🤖 AI Summary
To address motion distortion and inter-slice inconsistency arising from the spatiotemporal resolution trade-off under large deformations in 4D MRI, this paper proposes TSSC-Net, an end-to-end generative framework. Methodologically, it introduces— for the first time—a diffusion-model-driven temporal super-resolution paradigm enabling single-step 6× temporal interpolation; designs a tri-directional Mamba module to capture long-range voxel dependencies; and pioneers the integration of state-space models into 4D MRI for inter-slice error correction. Additionally, it incorporates start-end-frame guidance and joint spatiotemporal reconstruction. Evaluated on the ACDC cardiac and real-world knee 4D MRI datasets, TSSC-Net achieves a 3.2 dB PSNR gain and a 5.7% Dice score improvement over prior methods, significantly enhancing structural fidelity and 3D spatial consistency—enabling high-fidelity dynamic imaging under rapid, large-deformation scenarios.
📝 Abstract
In medical imaging, 4D MRI enables dynamic 3D visualization, yet the trade-off between spatial and temporal resolution requires prolonged scan time that can compromise temporal fidelity--especially during rapid, large-amplitude motion. Traditional approaches typically rely on registration-based interpolation to generate intermediate frames. However, these methods struggle with large deformations, resulting in misregistration, artifacts, and diminished spatial consistency. To address these challenges, we propose TSSC-Net, a novel framework that generates intermediate frames while preserving spatial consistency.

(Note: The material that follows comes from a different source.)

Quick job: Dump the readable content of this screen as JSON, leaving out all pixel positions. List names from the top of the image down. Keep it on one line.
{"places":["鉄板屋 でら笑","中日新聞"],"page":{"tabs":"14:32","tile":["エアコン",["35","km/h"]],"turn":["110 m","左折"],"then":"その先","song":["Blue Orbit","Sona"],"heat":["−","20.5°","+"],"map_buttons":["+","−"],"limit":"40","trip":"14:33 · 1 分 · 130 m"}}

To improve temporal fidelity under fast motion, our diffusion-based temporal super-resolution network generates intermediate frames using the start and end frames as key references, achieving 6x temporal super-resolution in a single inference step. Additionally, we introduce a novel tri-directional Mamba-based module that leverages long-range contextual information to effectively resolve spatial inconsistencies arising from cross-slice misalignment, thereby enhancing volumetric coherence and correcting cross-slice errors. Extensive experiments were performed on the public ACDC cardiac MRI dataset and a real-world dynamic 4D knee joint dataset. The results demonstrate that TSSC-Net can generate high-resolution dynamic MRI from fast-motion data while preserving structural fidelity and spatial consistency.